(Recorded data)
= = =
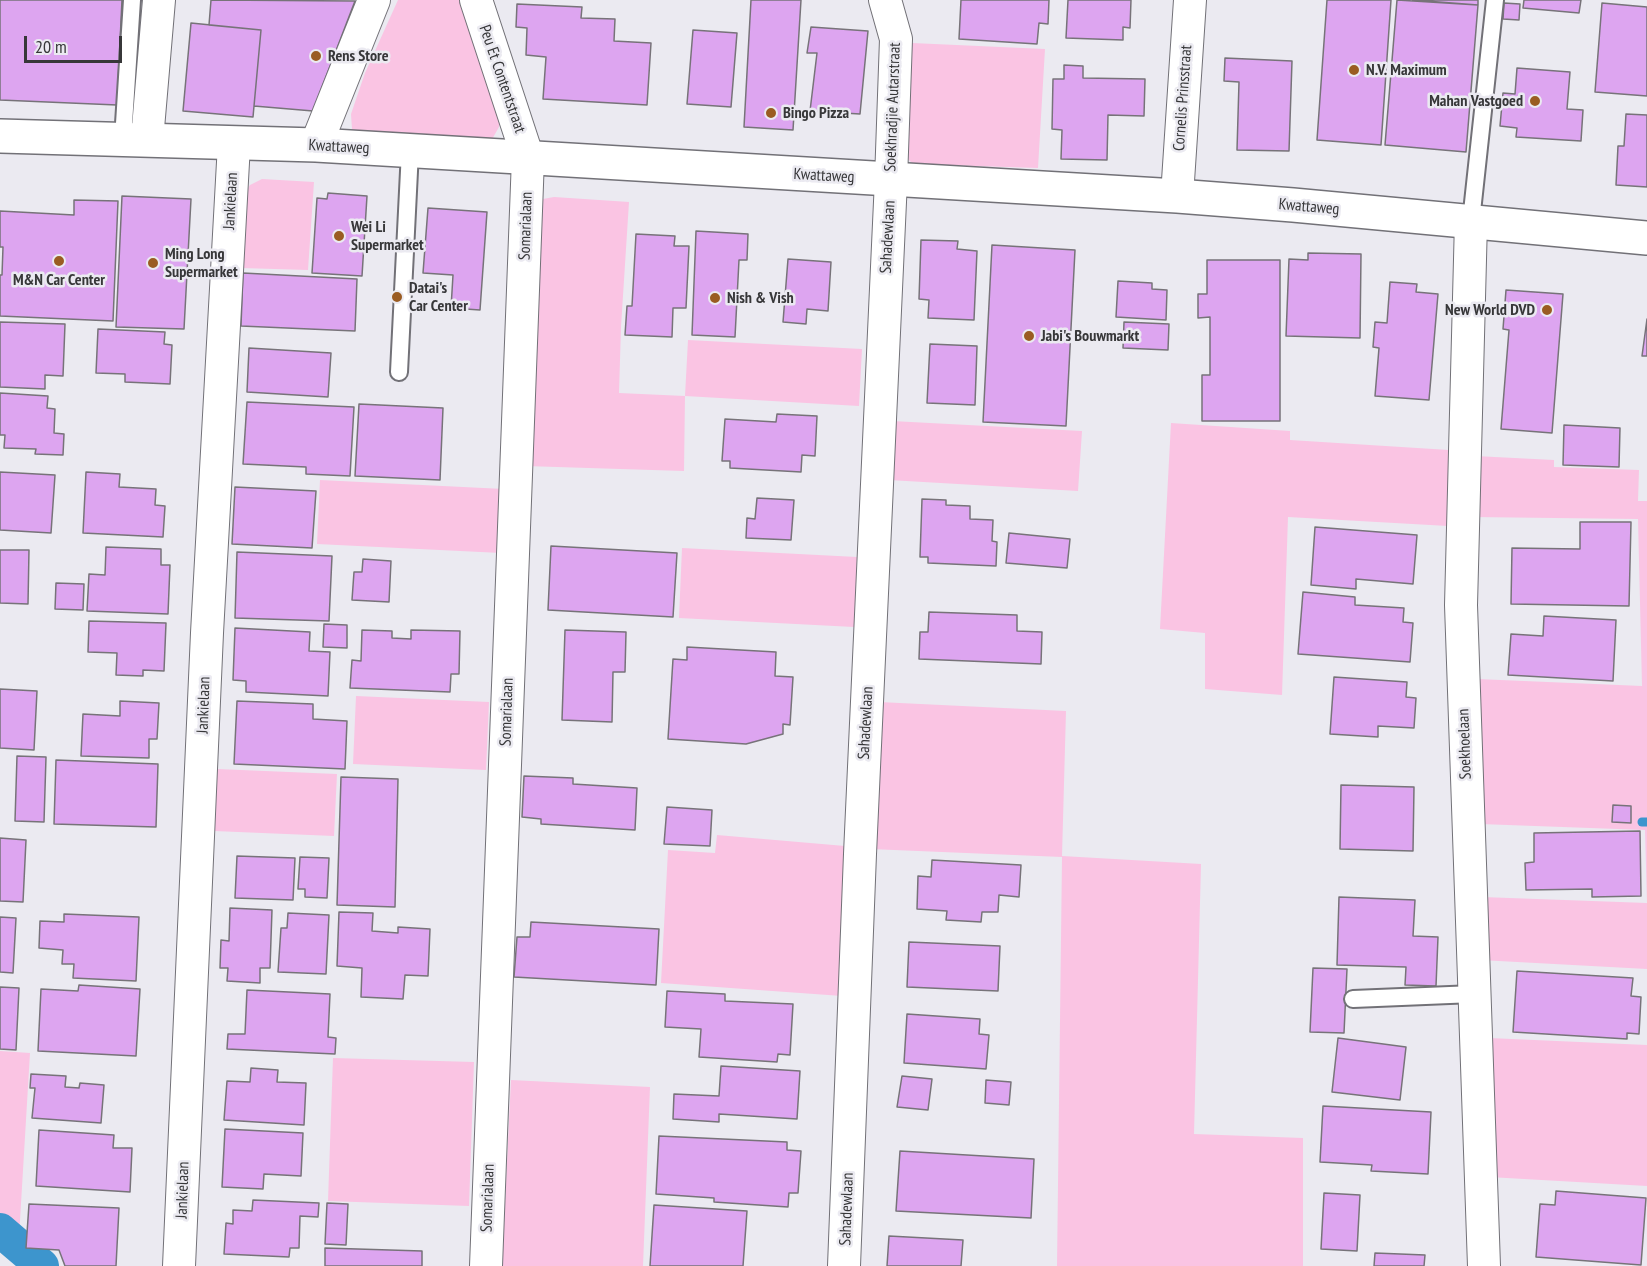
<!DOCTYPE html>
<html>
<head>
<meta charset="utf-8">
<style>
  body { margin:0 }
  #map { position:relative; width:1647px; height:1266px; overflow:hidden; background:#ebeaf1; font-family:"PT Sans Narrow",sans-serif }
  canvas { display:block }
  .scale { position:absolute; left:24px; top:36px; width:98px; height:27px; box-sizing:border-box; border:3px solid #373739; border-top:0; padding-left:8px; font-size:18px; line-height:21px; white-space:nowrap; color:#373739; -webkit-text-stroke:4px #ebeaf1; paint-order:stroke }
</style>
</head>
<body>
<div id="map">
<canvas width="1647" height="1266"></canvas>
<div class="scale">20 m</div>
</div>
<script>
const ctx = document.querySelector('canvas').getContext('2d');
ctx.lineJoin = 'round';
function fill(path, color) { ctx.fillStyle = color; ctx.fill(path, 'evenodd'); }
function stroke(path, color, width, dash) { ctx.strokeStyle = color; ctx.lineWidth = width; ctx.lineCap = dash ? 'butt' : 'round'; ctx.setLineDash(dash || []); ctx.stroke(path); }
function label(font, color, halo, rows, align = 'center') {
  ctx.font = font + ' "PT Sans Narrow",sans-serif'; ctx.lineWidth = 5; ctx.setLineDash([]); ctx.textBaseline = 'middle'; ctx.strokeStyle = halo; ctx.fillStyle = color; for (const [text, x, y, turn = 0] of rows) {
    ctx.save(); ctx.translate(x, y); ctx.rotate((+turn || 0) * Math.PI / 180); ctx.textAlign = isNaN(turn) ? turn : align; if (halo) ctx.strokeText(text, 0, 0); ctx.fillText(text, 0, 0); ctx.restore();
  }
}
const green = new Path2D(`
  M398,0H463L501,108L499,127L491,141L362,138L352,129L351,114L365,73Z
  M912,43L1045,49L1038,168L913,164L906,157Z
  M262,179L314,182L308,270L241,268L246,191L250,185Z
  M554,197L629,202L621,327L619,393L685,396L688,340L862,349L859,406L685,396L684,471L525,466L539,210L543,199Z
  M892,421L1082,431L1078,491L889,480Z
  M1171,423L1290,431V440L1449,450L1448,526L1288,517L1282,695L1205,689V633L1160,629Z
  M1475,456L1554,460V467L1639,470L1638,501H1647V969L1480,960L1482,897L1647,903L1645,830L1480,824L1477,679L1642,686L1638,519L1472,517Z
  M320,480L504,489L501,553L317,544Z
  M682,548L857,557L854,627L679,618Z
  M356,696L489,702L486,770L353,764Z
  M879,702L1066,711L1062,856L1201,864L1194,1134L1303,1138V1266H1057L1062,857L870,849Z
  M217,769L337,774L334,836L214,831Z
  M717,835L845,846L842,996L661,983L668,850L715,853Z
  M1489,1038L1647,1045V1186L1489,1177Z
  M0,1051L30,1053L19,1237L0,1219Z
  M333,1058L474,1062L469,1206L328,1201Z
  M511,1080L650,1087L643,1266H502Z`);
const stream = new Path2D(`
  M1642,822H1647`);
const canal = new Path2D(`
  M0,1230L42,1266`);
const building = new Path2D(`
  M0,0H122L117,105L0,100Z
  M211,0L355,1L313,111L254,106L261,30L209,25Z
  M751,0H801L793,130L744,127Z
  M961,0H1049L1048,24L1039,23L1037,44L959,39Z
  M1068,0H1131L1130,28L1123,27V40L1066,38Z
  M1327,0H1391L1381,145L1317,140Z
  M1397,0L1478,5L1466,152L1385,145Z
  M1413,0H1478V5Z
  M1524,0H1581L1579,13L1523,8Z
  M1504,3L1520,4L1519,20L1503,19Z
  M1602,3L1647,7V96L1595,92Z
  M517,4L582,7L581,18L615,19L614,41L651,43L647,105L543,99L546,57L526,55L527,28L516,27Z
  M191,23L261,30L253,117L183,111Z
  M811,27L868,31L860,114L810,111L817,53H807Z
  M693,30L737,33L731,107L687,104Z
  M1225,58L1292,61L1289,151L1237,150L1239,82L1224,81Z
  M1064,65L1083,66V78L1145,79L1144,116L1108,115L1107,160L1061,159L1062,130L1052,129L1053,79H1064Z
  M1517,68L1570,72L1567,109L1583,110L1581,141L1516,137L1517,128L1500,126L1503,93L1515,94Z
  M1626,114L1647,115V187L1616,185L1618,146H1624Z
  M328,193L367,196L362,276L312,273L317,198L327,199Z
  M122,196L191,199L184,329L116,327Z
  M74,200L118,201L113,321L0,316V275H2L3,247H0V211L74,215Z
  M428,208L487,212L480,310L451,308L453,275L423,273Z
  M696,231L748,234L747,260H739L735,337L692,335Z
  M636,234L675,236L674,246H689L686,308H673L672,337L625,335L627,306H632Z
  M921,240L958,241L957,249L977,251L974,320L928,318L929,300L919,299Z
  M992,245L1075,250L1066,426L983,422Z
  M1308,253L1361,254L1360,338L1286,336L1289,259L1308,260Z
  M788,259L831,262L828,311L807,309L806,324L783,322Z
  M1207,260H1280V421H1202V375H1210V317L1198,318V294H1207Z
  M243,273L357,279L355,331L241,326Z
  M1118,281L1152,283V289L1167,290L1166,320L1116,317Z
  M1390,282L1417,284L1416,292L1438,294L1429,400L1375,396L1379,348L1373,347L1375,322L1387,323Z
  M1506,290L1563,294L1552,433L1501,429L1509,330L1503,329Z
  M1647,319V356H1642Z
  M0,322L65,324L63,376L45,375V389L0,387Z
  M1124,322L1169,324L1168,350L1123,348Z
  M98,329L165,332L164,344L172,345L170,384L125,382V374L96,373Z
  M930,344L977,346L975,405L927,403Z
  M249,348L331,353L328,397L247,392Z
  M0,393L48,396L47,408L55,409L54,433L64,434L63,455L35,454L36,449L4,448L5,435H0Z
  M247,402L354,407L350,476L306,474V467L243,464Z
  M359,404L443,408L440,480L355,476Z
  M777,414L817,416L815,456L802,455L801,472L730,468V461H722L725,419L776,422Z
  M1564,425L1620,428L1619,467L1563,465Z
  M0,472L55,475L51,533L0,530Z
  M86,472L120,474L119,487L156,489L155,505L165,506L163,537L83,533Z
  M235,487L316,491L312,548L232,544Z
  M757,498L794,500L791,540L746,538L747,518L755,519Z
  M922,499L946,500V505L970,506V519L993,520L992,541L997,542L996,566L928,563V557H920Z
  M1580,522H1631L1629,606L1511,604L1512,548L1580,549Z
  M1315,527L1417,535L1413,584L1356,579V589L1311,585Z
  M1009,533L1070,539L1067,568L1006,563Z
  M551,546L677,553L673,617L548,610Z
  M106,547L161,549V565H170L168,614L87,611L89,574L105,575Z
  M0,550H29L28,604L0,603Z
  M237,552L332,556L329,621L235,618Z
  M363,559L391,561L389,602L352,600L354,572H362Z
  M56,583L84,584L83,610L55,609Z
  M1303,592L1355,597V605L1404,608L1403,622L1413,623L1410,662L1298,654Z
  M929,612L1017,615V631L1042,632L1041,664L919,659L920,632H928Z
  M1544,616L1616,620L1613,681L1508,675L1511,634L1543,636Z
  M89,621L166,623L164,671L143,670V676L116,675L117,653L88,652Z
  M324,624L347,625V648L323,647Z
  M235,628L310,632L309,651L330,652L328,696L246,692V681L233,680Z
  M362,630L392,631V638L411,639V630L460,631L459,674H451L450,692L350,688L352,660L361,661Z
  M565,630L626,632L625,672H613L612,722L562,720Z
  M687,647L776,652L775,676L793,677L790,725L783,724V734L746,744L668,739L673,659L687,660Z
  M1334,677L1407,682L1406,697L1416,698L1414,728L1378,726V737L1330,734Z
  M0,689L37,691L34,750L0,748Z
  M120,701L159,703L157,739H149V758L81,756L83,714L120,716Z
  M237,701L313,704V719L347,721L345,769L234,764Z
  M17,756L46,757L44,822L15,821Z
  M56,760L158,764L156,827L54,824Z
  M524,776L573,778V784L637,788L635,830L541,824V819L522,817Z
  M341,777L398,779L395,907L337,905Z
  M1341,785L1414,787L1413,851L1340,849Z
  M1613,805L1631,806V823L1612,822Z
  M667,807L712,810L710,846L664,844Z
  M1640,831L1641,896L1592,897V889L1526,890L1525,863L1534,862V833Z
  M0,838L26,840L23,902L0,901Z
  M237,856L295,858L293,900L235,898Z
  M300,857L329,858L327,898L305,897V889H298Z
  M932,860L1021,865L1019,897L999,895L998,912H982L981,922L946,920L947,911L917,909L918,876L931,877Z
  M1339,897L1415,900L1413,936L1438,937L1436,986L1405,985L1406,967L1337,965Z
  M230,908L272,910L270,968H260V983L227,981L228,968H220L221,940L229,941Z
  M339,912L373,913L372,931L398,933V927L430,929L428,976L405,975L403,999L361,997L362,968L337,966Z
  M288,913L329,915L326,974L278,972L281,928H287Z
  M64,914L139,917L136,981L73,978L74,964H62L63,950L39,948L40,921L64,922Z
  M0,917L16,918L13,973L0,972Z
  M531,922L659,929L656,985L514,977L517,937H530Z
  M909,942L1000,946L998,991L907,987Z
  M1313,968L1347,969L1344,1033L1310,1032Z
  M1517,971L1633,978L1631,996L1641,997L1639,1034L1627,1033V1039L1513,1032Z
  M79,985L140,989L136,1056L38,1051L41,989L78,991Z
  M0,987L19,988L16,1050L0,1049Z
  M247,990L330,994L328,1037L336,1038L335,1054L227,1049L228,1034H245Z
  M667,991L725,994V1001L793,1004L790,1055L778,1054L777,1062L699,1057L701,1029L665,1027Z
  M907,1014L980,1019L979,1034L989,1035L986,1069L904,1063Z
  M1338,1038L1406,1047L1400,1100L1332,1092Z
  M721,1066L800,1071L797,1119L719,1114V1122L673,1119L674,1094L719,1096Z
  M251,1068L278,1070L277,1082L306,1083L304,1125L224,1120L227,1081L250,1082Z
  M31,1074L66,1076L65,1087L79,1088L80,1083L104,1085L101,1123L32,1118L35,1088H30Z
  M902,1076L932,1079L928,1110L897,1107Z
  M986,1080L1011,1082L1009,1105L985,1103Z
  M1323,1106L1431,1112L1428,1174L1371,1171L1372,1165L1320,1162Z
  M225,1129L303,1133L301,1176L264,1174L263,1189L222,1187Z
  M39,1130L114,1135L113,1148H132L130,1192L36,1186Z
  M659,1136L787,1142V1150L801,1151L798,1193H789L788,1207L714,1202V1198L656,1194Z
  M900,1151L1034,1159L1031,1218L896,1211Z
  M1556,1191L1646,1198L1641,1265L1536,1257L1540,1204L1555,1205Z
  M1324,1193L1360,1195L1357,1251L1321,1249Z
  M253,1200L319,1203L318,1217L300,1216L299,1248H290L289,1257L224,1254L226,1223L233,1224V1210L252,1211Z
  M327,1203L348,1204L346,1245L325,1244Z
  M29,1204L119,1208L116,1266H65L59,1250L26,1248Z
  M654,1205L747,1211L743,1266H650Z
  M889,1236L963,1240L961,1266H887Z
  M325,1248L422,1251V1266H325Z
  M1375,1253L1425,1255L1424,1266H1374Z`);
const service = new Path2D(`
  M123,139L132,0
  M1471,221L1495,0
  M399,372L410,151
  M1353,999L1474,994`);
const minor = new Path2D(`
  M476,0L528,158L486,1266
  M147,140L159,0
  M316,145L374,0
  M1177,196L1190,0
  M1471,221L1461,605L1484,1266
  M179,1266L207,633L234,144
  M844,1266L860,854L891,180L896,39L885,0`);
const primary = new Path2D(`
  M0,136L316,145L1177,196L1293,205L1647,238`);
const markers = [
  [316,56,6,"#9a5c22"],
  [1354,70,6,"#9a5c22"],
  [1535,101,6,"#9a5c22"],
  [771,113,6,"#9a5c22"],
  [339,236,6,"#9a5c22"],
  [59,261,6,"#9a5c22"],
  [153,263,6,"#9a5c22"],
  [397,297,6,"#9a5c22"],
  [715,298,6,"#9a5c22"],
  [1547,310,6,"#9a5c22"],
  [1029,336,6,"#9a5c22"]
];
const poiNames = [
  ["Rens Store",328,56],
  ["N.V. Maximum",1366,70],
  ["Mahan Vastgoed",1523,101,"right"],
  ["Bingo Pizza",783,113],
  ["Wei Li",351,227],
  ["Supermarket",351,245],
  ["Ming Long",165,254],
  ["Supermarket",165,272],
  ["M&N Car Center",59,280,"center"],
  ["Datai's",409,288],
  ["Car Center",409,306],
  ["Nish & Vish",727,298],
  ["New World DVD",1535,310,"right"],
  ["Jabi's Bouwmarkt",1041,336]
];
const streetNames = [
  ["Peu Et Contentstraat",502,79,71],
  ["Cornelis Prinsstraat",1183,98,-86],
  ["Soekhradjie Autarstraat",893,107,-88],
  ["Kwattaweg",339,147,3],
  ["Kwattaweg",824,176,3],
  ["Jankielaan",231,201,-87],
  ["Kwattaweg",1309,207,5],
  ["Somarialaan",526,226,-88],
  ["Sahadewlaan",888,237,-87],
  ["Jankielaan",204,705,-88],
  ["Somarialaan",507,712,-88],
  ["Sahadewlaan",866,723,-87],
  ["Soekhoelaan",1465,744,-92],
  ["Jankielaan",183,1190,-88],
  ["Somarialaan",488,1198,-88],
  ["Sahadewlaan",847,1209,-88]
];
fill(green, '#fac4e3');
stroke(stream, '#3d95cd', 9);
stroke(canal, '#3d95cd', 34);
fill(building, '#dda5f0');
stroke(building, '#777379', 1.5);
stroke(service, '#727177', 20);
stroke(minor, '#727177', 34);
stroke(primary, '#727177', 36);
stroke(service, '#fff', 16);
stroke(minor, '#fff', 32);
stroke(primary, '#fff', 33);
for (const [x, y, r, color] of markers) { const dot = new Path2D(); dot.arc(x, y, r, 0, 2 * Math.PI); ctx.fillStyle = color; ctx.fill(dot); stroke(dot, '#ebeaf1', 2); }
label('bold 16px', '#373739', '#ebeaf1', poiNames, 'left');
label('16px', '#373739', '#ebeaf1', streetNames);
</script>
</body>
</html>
= = =
WHAT THIS TASK INVOLVES: Copy all lines from the data that hold the word "scale".

WRITTEN ANSWER:
  .scale { position:absolute; left:24px; top:36px; width:98px; height:27px; box-sizing:border-box; border:3px solid #373739; border-top:0; padding-left:8px; font-size:18px; line-height:21px; white-space:nowrap; color:#373739; -webkit-text-stroke:4px #ebeaf1; paint-order:stroke }
<div class="scale">20 m</div>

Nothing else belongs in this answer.